Under Voyager’s Collaboration Agreement with Sanofi Genzyme, Sanofi Genzyme had an exclusive option for ex-U.S. development and commercial rights to VY-AADC.
Based on Voyager’s understanding that because this option did not include rights in the U.S., Sanofi Genzyme informed Voyager that it has decided not to exercise its rights to this program.
As a result, Voyager gains full worldwide development and commercial rights to VY-AADC for the treatment of advanced Parkinson’s disease.

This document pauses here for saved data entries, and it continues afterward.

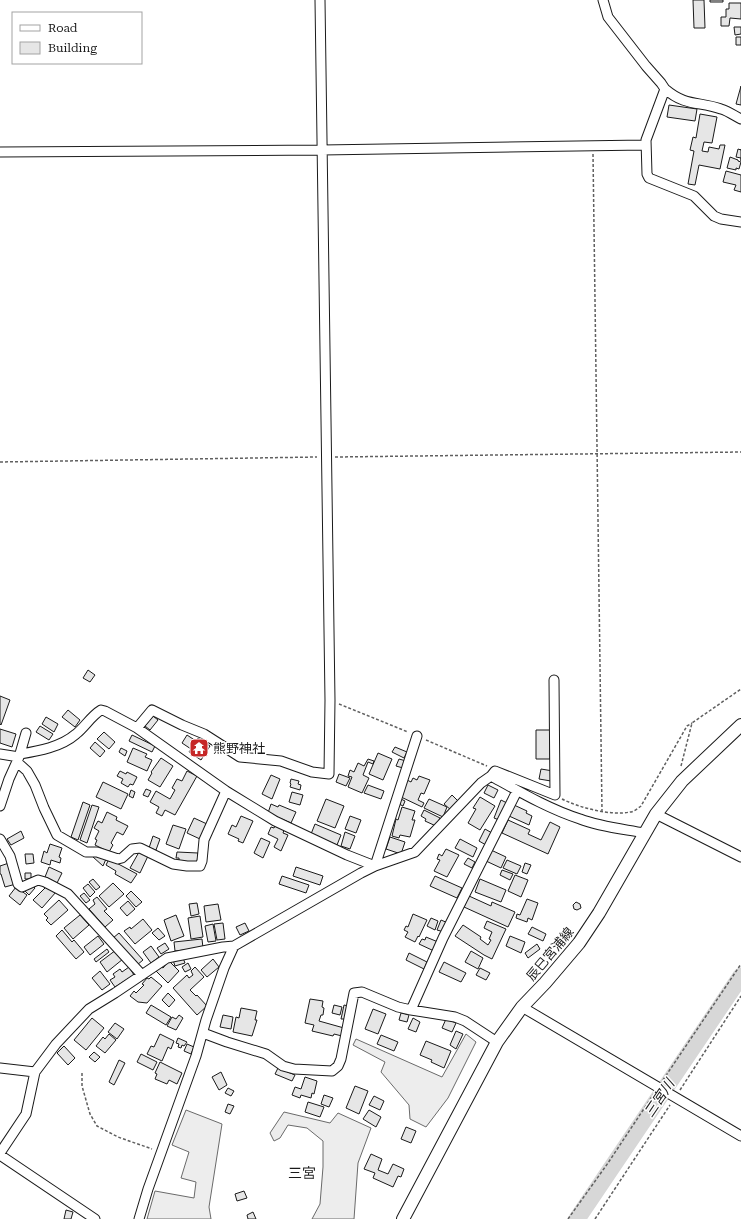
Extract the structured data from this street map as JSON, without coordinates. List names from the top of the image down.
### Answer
{
  "streets": {
    "main road": ["辰巳宮浦線"]
  },
  "districts": ["三宮"],
  "water": ["三宮川"],
  "places": {
    "temple": ["熊野神社"]
  },
  "legend": ["Road", "Building"]
}
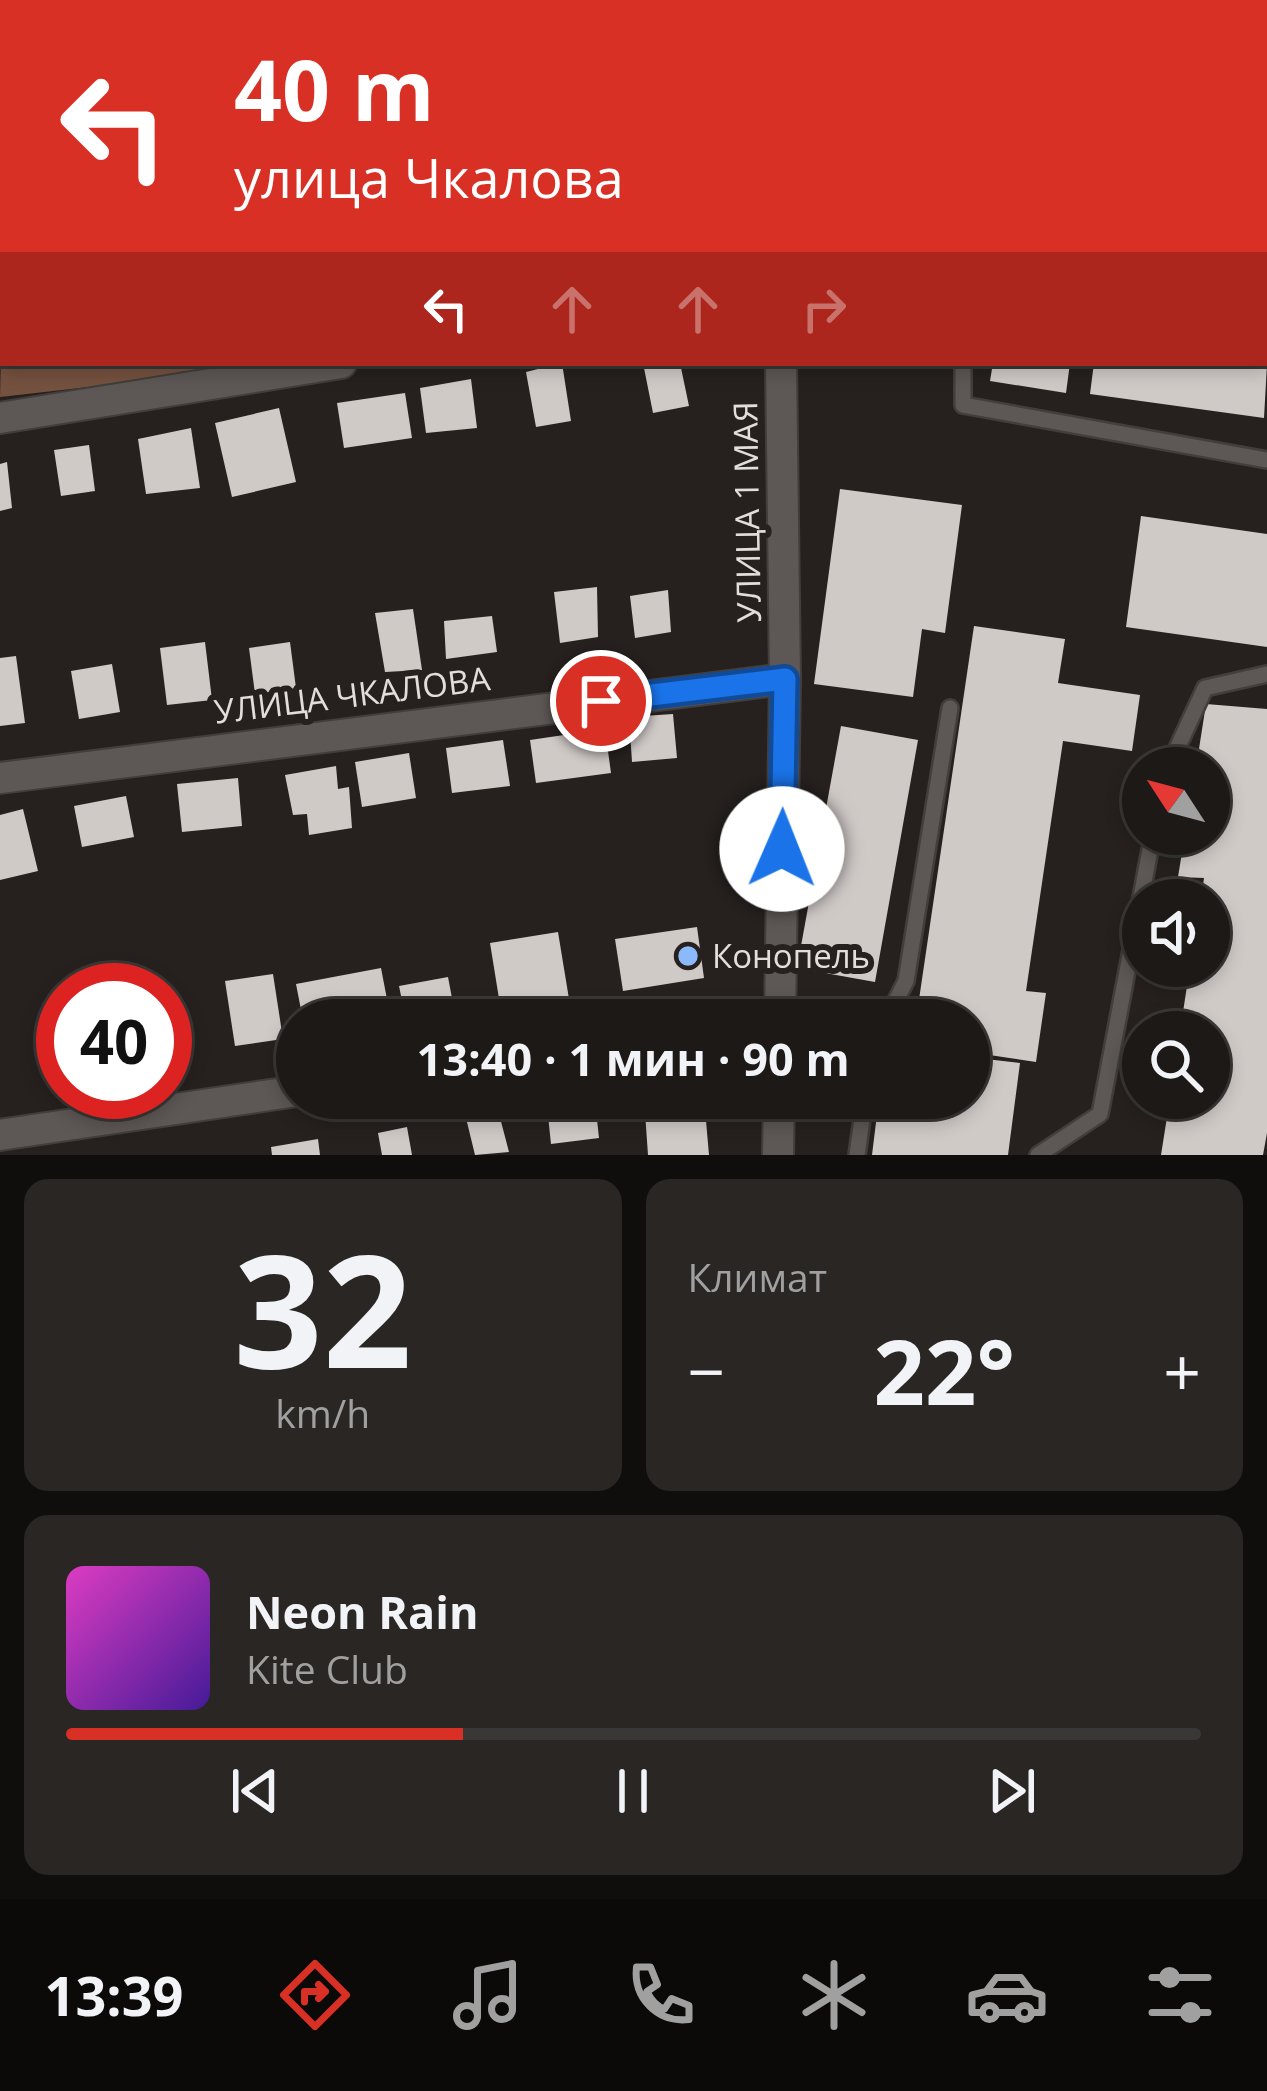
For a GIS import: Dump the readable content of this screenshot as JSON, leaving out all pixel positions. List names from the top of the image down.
{
  "streets": {
    "street": ["УЛИЦА 1 МАЯ", "УЛИЦА ЧКАЛОВА"]
  },
  "crossings": [
    ["УЛИЦА 1 МАЯ", "УЛИЦА ЧКАЛОВА"]
  ],
  "places": ["Конопель"],
  "north": "top left",
  "page": {
    "turn": ["40 m", "улица Чкалова"],
    "limit": "40",
    "trip": "13:40 · 1 мин · 90 m",
    "tile": [
      ["32", "km/h"],
      "Климат"
    ],
    "heat": ["−", "22°", "+"],
    "song": ["Neon Rain", "Kite Club"],
    "tabs": "13:39"
  }
}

“We are very pleased to gain full worldwide rights to our Parkinson’s disease program that recently demonstrated robust and durable clinical effects from the ongoing Phase 1b trial,” said Steven Paul, M.D., Voyager’s president and chief executive officer.
“Sanofi Genzyme remains an important collaborator for Voyager, and we remain fully committed to progressing our Huntington’s disease and Friedreich’s ataxia programs under the ongoing collaboration. There is a significant unmet need for Parkinson’s disease patients, particularly during the advanced stages of the disease where there are hundreds of thousands of patients globally.
“With a one-time administration that has been well tolerated, VY-AADC could penetrate the estimated 10,000 deep brain stimulation procedures worldwide each year for Parkinson’s disease and the further tens of thousands of advanced patients who do not elect to undergo deep brain stimulation.
“We are pleased to progress this exciting program towards the planned start of the global, pivotal Phase 2-3 program later this year. We plan to describe our next steps with our Parkinson’s program, and other corporate highlights, at our upcoming third quarter conference call.”
Voyager’s total cash, cash equivalents, and marketable debt securities as of June 30, 2017 were $141.3 million.
Based on the company’s current operating plan, Voyager continues to expect to end 2017 with total cash, cash equivalents, and marketable debt securities of approximately $90 million to $100 million and continues to project that its existing cash, cash equivalents, and marketable debt securities will be sufficient to fund operating expenses and capital expenditure requirements into 2019.